[[ Data for the task, beginning ]]
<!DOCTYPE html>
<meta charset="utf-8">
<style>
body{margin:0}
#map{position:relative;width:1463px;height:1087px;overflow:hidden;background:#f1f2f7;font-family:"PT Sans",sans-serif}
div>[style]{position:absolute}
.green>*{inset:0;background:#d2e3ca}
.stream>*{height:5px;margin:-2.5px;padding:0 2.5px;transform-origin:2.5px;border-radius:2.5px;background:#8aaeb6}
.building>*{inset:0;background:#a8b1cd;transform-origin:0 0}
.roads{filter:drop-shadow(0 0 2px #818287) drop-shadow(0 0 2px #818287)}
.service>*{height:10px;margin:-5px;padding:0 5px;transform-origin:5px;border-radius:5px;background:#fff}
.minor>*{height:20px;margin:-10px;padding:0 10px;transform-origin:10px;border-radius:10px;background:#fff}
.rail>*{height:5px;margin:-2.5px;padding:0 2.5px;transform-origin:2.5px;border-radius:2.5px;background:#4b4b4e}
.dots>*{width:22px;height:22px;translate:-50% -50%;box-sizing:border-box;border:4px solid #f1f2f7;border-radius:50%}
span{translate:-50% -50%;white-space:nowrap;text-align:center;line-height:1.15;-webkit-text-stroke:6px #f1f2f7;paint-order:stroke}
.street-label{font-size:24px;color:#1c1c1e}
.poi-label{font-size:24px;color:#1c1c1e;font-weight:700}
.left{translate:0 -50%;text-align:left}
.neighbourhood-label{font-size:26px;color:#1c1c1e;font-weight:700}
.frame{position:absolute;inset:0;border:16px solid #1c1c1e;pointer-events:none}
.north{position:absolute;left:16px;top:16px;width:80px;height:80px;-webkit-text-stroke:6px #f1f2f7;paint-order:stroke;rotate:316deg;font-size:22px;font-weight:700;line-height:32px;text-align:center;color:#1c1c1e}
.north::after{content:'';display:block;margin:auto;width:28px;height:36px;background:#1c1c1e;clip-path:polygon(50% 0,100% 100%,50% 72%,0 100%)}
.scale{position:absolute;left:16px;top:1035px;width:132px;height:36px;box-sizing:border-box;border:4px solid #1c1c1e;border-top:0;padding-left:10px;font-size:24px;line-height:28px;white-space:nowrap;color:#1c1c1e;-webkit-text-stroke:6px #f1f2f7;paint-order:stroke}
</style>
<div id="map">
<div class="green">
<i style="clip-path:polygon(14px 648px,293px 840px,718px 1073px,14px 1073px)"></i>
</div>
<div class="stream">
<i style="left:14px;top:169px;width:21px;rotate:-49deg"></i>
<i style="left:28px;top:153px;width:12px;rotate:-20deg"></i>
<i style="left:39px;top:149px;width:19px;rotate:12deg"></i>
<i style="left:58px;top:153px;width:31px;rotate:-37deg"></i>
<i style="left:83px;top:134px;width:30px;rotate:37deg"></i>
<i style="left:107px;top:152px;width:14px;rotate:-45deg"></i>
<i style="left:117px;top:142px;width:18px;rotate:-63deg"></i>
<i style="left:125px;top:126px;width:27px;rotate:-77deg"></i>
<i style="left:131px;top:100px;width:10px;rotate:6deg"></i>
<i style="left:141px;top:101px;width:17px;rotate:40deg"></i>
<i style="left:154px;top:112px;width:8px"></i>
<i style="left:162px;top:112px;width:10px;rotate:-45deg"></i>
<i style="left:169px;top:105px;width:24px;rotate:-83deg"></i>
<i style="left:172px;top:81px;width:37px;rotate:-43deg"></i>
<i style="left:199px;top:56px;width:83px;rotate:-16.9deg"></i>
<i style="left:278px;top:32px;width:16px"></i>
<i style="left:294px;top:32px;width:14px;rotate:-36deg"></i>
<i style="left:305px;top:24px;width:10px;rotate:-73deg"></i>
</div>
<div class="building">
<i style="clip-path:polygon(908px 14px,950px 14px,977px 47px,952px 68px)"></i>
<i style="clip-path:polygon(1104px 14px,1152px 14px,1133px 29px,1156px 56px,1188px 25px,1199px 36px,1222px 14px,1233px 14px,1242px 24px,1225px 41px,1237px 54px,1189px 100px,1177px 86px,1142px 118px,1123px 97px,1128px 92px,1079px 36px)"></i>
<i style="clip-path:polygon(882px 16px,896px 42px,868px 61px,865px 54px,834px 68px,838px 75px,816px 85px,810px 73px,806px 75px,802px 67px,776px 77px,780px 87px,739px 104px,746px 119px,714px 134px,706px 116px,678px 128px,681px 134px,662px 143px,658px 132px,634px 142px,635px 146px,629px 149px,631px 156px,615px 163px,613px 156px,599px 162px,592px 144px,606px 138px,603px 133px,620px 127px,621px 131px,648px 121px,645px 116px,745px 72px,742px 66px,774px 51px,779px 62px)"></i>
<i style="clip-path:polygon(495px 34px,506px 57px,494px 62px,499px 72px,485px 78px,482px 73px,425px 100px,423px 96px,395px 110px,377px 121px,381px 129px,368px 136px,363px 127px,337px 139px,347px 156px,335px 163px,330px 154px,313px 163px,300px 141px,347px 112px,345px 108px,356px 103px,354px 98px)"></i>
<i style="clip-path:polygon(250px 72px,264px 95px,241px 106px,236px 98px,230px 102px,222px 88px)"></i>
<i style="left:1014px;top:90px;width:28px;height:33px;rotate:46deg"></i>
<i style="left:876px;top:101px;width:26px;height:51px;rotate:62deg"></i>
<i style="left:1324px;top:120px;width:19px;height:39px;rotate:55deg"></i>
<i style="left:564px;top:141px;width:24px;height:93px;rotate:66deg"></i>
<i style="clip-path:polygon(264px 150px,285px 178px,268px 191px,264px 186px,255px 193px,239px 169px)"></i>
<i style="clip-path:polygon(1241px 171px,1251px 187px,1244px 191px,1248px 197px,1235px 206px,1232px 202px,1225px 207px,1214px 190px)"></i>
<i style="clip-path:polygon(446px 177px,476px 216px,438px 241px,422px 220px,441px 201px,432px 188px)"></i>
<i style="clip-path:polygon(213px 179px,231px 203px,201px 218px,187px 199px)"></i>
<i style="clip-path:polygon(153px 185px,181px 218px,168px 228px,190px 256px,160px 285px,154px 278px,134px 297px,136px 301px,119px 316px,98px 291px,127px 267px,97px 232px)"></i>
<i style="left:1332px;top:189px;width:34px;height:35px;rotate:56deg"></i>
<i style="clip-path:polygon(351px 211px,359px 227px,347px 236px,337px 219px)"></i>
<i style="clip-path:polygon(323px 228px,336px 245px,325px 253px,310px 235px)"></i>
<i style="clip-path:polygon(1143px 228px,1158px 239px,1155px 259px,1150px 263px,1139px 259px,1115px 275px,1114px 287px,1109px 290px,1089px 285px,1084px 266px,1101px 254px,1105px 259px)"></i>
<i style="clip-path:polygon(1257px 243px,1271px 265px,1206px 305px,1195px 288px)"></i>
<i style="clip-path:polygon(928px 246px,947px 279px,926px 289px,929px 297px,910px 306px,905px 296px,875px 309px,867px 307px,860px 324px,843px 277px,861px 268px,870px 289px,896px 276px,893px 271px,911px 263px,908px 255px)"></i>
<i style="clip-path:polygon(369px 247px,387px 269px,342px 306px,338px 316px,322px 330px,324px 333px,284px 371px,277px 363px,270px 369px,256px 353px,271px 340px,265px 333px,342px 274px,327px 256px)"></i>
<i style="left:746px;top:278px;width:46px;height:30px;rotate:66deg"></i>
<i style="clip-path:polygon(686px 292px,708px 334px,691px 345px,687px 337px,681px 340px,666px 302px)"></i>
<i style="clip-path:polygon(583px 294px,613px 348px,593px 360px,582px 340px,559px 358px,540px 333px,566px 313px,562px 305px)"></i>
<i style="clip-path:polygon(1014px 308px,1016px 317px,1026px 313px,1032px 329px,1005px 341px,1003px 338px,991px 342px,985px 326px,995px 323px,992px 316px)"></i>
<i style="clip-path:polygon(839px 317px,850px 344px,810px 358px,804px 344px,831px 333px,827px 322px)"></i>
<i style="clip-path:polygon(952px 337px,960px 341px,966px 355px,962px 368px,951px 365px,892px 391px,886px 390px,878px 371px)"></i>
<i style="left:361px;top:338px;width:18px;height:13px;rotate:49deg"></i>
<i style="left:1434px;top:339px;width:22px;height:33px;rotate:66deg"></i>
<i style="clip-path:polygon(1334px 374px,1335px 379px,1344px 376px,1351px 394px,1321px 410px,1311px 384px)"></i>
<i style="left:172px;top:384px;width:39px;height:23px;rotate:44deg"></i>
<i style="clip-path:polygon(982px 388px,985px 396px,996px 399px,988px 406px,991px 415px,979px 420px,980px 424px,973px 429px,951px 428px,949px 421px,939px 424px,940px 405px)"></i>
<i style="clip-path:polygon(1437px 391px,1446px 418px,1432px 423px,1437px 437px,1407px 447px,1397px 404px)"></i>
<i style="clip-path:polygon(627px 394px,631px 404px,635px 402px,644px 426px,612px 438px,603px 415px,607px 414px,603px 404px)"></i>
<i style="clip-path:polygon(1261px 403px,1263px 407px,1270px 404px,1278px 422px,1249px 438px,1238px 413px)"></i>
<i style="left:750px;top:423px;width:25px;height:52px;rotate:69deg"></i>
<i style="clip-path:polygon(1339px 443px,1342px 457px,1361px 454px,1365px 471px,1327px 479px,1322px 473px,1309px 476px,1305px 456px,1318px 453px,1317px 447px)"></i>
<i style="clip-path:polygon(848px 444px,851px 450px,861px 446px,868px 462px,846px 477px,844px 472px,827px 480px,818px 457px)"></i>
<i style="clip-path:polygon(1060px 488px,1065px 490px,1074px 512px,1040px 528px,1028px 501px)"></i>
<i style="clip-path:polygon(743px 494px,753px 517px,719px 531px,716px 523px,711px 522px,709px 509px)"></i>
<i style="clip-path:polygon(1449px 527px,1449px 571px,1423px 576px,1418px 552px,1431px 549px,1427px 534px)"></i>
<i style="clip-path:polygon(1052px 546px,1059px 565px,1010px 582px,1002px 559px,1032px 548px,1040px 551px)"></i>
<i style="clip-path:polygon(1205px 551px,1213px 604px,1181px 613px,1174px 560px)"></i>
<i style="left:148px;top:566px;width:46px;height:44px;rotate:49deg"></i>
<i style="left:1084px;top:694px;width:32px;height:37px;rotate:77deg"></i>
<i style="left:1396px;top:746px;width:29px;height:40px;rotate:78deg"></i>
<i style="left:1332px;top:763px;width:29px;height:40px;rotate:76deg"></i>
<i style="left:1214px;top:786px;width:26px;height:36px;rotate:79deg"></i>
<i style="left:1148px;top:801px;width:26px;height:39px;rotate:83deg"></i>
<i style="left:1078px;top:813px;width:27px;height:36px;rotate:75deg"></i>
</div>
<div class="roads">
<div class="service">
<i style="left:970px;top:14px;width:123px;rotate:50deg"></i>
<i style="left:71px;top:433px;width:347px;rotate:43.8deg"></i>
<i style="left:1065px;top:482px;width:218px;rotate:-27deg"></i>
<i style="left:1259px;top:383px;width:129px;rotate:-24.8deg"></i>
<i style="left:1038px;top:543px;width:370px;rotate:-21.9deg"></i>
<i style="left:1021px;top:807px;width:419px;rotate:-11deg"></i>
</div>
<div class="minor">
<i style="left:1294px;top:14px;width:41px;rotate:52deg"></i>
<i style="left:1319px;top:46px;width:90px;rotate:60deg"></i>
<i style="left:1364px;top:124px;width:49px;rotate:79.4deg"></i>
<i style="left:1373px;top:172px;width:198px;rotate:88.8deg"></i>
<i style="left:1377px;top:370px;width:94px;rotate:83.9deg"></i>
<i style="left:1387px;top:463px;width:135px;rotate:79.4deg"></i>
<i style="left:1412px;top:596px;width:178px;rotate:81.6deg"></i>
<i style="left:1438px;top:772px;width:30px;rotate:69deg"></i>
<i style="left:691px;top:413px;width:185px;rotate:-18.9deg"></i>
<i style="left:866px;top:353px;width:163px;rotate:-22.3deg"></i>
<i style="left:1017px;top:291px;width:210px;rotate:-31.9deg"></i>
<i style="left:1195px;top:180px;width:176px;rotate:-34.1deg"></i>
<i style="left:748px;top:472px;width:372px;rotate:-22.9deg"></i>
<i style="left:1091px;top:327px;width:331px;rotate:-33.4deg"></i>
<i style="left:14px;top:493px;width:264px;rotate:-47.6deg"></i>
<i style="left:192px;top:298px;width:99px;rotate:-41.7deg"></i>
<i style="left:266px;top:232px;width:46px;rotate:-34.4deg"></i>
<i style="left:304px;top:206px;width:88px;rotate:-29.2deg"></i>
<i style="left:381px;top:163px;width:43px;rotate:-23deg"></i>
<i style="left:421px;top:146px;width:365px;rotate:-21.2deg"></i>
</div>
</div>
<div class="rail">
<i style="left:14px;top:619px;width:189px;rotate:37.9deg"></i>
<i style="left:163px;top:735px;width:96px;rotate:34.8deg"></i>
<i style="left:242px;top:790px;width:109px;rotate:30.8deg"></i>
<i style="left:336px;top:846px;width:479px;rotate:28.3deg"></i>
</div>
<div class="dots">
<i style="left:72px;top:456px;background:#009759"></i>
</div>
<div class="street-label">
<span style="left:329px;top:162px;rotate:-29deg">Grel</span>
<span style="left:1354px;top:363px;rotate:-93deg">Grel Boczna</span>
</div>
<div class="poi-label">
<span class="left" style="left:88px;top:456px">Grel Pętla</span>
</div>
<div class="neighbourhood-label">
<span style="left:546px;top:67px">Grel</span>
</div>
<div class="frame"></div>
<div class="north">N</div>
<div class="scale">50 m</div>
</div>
[[ Data for the task, end ]]
*Required action*
All lines that hold the word "stream" should be copied from the data.

*Your response*
.stream>*{height:5px;margin:-2.5px;padding:0 2.5px;transform-origin:2.5px;border-radius:2.5px;background:#8aaeb6}
<div class="stream">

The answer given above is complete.